Need some answers from the experts on moc's

Discussion in 'Order Execution' started by rookiemd, Feb 4, 2008.

  1. Since trading, I have always wonder how moc works. I tried to do a search to find these following answers to my questions and came up emtpy. If I can get some help from the experts on this site, I would greatly appreicated.

    1. I notice from reading some of the moc questions posted here, companies are putting in orders for moc through out the day. Is there a cut off line when they can put in their orders?
    2. How exactly are these orders getting fill after the close? are they taking the buyers or the sellers from the book or is there another source they get to fill their orders? How do they determine what the final print is?
    3. Are the numbers for moc real? I have seen in many occasion that the moc was a small number and the last print was couple pts different from the close. Example was MA last week. Close near $210 or so and printed $207 when there is only like 50k remainning on the imbalance.

    Thanks ahead to the ones that can help...
     
  2. 1. All MOC orders must be received at NYSE (and at AMEX) by 15:40 ET unless entered to offset a published imbalance.
    New York Stock Exchange (NYSE) rules also prohibit the cancellation or reduction in size of any market-on-close (MOC) order after 15:40 ET.
    All MOC orders must be received at Nasdaq by 15:50:00 EST and cannot be cancelled after 15:50

    2. Orders are filled from the MOC order book which orders can be entered from 7am to 3:40 they also interact with live liquidity that is available on the exchange at the close. Nasdaq includes live days orders in its closing cross but only the liquidity that is on the exchange during the close it will not go outbound to other exchanges this is true for NYSE, ARCA, and AMEX
     
  3. Also,

    On NYSE the first close print is the imbalance print - specialist will stop the imbalance against the book (and he may participate as well). The second close print is the paired off MOC/LOC orders at the previous print price.
     
  4. Thanks guys for the info. Any answers for #3?
     
  5. They're as "real" any anything else we see. Orders are changed, imbalances are offset, being republished at 15:50 of course. And then the Specialist may have already matched a zillion shares before publishing imbalances, which makes the MOC print size seem much different than imbalance.


    Don
     
  6. HotTip

    HotTip

    For the most part they're real, although I did get f**ked over a few weeks ago by the specialist on a long MOC order on CNH. It was trading at ~50 in afterhour trading, and then all of a sudden my order was hit at 52.25, and immediately the afterhour trades went back down to 50 (a greater than 4% slippage on a very liquid stock). I called the NYSE and was assured that was the final print, but the next day there was no record of 52.25 being the final close on any of the data sites I went to. Everything said 50. I launched a complaint with the NYSE and with my broker, but of course it all disappeared in the ether. That screwing cost me over $4k within a millisecond.

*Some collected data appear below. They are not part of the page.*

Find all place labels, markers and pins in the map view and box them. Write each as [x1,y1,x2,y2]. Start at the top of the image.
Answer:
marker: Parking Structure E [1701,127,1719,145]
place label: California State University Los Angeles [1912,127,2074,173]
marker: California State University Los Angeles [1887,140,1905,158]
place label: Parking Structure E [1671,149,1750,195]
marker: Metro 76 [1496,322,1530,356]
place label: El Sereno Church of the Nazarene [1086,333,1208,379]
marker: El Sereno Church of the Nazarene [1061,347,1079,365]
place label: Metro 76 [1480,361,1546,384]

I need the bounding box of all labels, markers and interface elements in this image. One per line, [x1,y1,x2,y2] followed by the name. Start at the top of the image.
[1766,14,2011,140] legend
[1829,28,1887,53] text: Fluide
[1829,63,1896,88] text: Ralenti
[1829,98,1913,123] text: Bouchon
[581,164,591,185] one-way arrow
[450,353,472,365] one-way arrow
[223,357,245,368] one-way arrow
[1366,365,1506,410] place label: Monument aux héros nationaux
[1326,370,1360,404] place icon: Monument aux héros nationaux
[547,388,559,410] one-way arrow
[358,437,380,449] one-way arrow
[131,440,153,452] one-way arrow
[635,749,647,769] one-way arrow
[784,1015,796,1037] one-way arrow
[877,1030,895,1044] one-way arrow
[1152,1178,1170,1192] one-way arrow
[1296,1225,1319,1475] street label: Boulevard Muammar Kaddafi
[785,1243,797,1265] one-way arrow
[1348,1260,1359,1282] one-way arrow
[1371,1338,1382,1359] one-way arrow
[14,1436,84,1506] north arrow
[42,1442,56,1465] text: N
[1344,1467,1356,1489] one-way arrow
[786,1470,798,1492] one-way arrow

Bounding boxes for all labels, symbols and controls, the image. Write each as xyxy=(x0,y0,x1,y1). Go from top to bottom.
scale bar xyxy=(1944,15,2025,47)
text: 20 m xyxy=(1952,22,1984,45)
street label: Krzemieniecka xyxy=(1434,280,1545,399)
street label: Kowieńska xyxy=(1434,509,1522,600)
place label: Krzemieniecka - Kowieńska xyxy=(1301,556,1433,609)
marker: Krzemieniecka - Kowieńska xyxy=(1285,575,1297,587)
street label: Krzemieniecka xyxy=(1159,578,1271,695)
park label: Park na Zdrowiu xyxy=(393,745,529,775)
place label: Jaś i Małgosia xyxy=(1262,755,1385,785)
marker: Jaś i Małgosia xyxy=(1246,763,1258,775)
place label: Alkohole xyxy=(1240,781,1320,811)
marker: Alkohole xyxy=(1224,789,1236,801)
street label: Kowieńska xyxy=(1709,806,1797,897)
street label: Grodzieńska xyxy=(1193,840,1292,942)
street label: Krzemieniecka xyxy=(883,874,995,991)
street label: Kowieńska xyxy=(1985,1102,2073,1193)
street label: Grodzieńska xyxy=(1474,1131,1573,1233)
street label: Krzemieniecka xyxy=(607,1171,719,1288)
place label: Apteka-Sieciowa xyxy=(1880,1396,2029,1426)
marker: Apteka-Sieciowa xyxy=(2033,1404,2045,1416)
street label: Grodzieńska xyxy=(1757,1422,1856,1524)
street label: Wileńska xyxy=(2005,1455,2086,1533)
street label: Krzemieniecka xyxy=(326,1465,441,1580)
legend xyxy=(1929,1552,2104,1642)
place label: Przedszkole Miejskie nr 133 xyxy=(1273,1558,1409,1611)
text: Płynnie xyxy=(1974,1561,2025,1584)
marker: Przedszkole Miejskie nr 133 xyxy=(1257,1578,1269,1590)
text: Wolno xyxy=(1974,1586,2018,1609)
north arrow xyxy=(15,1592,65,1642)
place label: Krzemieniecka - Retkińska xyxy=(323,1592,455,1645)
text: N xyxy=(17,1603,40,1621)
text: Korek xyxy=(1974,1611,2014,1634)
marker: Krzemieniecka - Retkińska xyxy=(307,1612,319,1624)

    As it is during the market hours, you can expect to get slippage on large orders relative to illiquid stocks. However, for the most part, particularly if it's a small order on a fairly liquid stock, the last print should be fair and be reflected as the official close the next day.
     
  7. What are you taking about? NYSE trading is closed after 4:00pm (not sure you are eligible to enter orders during crossing sessions). You must have parked your order on an ECN.
     
  8. cstu

    cstu

    many of the brokers who use third market dealers in listed shares send the orders to ecn's. They then do not honor the final print on the NYSE and wind up hurting the customer.

    This problem is especially prevelant on expirations and days with large imbalances.
     
  9. just a note on those small "imbalances" that you see print points away. specialists don't have to report imbalances if they are less than 50k shares.
     
  10. cstu

    cstu

    depending on the stock 50,000 might be a large imbalance trading at a significant discount or premium to prior sale.